Collected data:
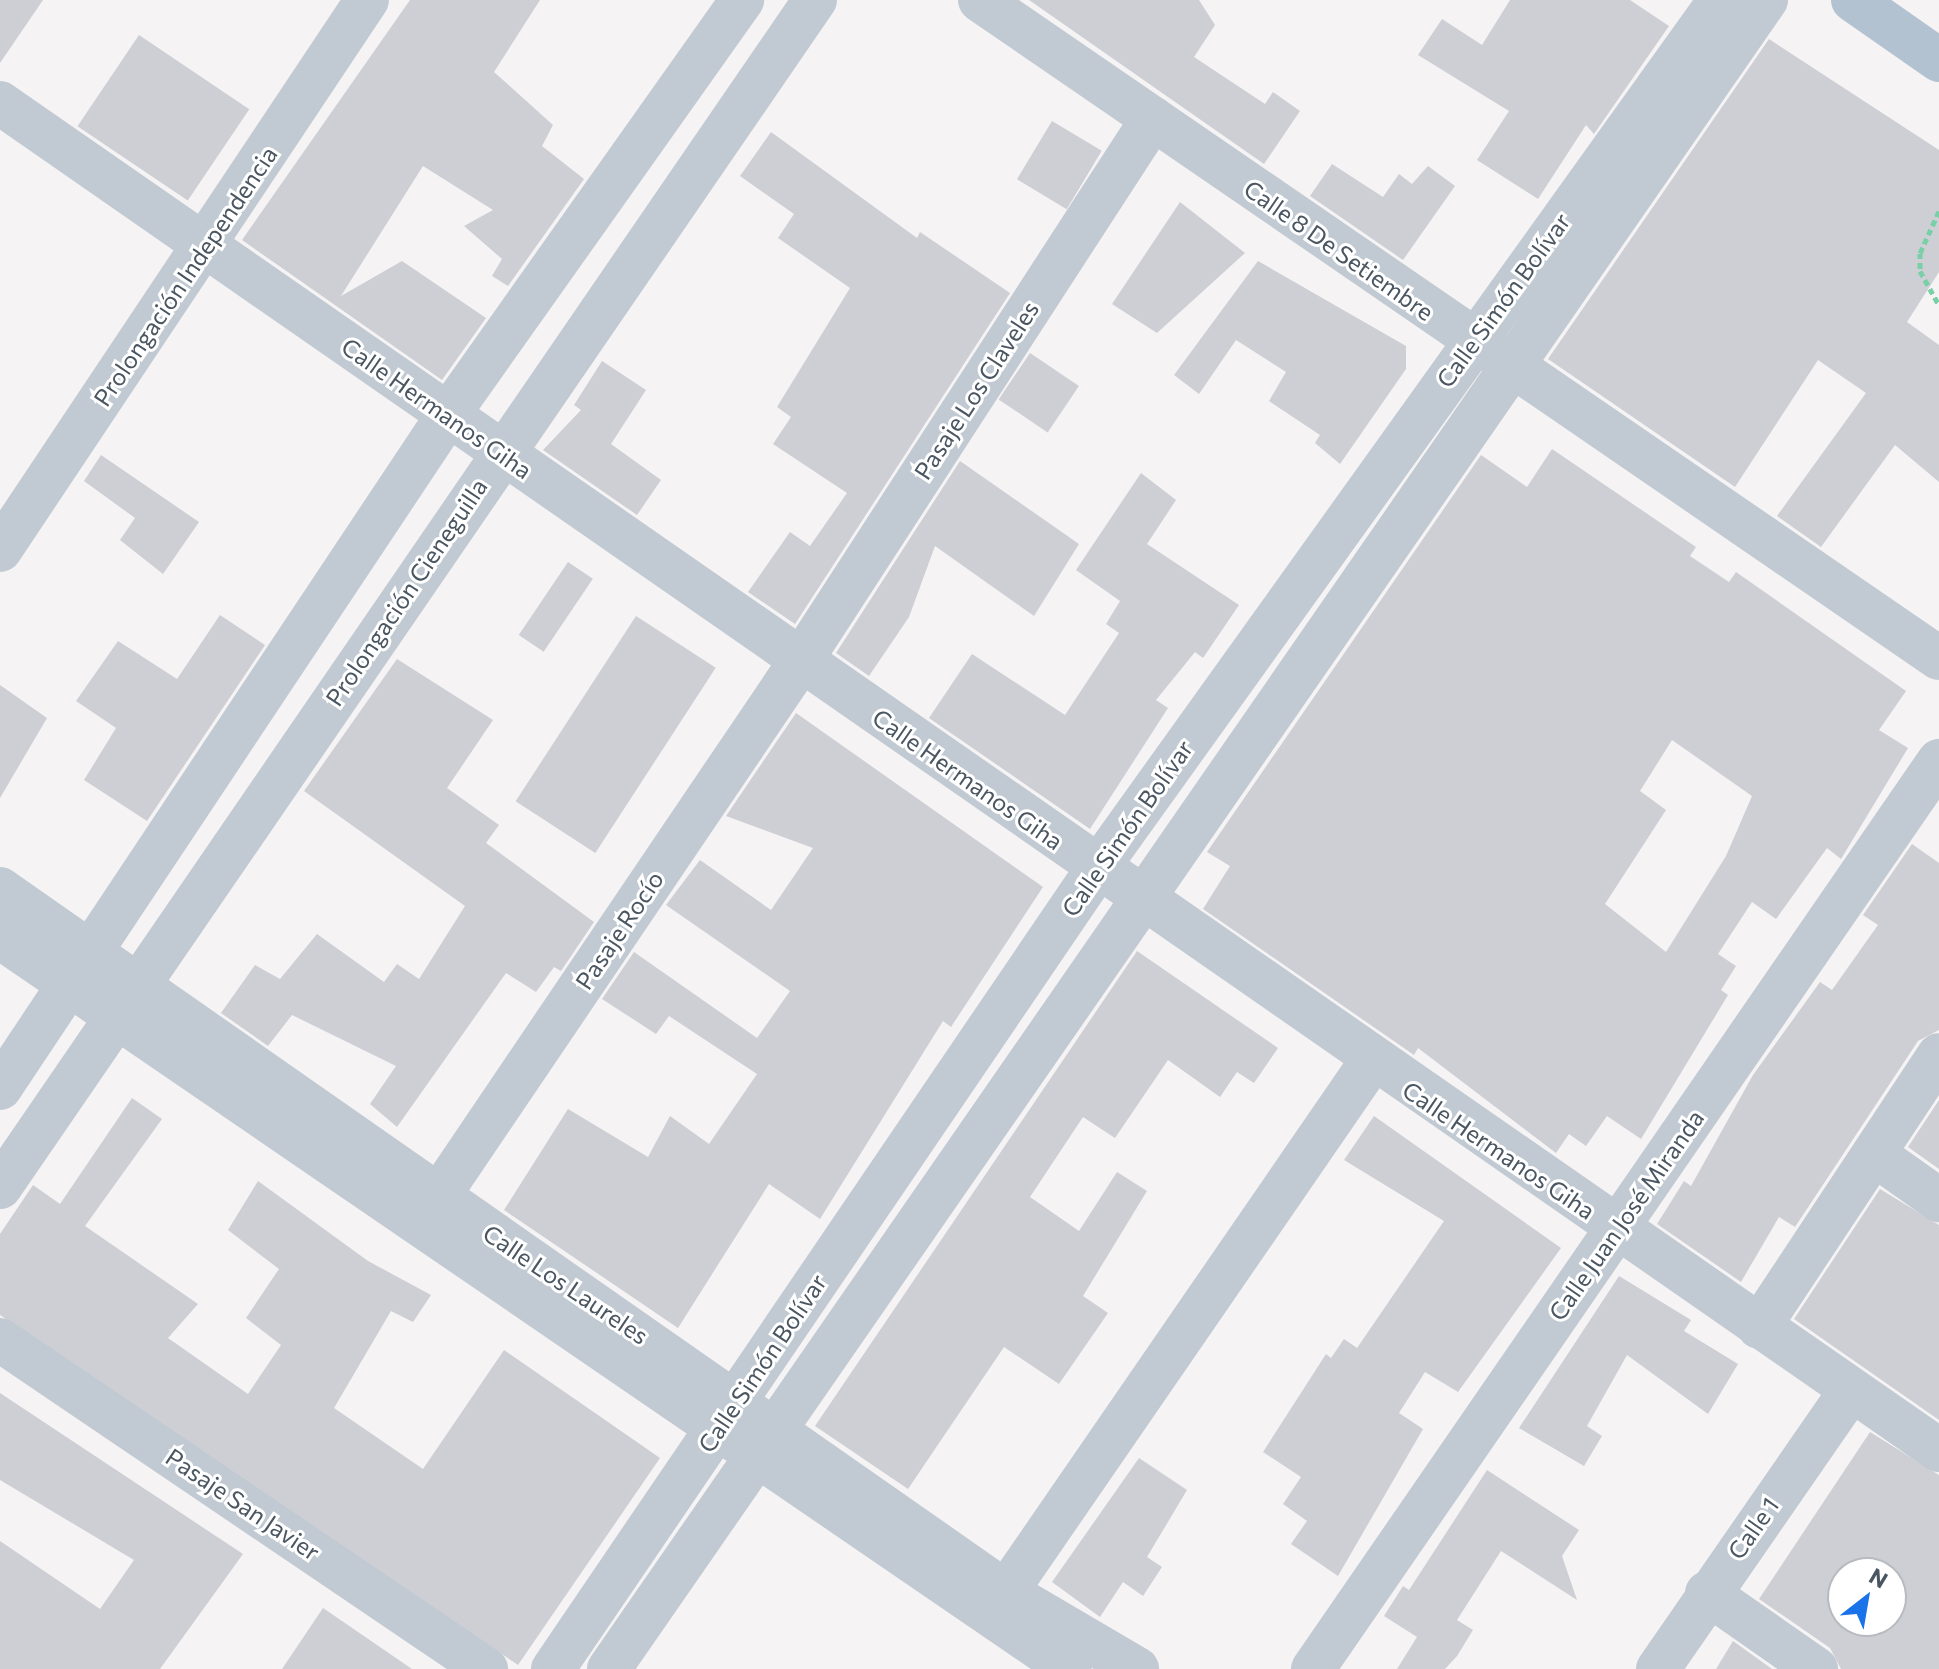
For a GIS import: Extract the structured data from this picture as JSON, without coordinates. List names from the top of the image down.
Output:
{
  "streets": {
    "street": [
      "Calle 8 De Setiembre",
      "Prolongación Independencia",
      "Calle Simón Bolívar",
      "Pasaje Los Claveles",
      "Calle Hermanos Giha",
      "Prolongación Cieneguilla",
      "Pasaje Rocío",
      "Calle Juan José Miranda",
      "Calle Los Laureles",
      "Pasaje San Javier",
      "Calle 1"
    ]
  },
  "crossings": [
    ["Calle 8 De Setiembre", "Calle Simón Bolívar"],
    ["Calle 8 De Setiembre", "Pasaje Los Claveles"],
    ["Prolongación Independencia", "Calle Hermanos Giha"],
    ["Calle Simón Bolívar", "Calle Hermanos Giha"],
    ["Calle Simón Bolívar", "Calle Los Laureles"],
    ["Pasaje Los Claveles", "Calle Hermanos Giha"],
    ["Pasaje Los Claveles", "Pasaje Rocío"],
    ["Calle Hermanos Giha", "Prolongación Cieneguilla"],
    ["Calle Hermanos Giha", "Pasaje Rocío"],
    ["Calle Hermanos Giha", "Calle Juan José Miranda"],
    ["Calle Hermanos Giha", "Calle 1"],
    ["Prolongación Cieneguilla", "Calle Los Laureles"],
    ["Pasaje Rocío", "Calle Los Laureles"]
  ],
  "north": "top right"
}
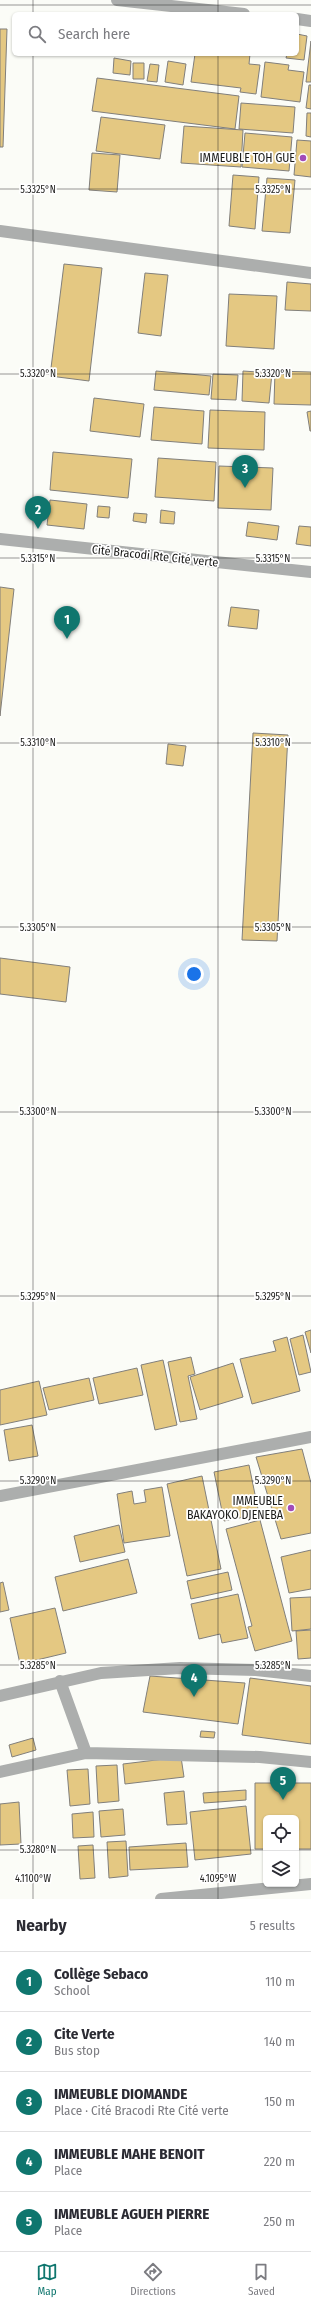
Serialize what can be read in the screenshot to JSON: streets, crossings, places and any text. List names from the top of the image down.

## REQUIRED WORK
Copy out the lines above that hold the string "down".

## EXERCISE SOLUTION
For a GIS import: Extract the structured data from this picture as JSON, without coordinates. List names from the top of the image down.
Serialize what can be read in the screenshot to JSON: streets, crossings, places and any text. List names from the top of the image down.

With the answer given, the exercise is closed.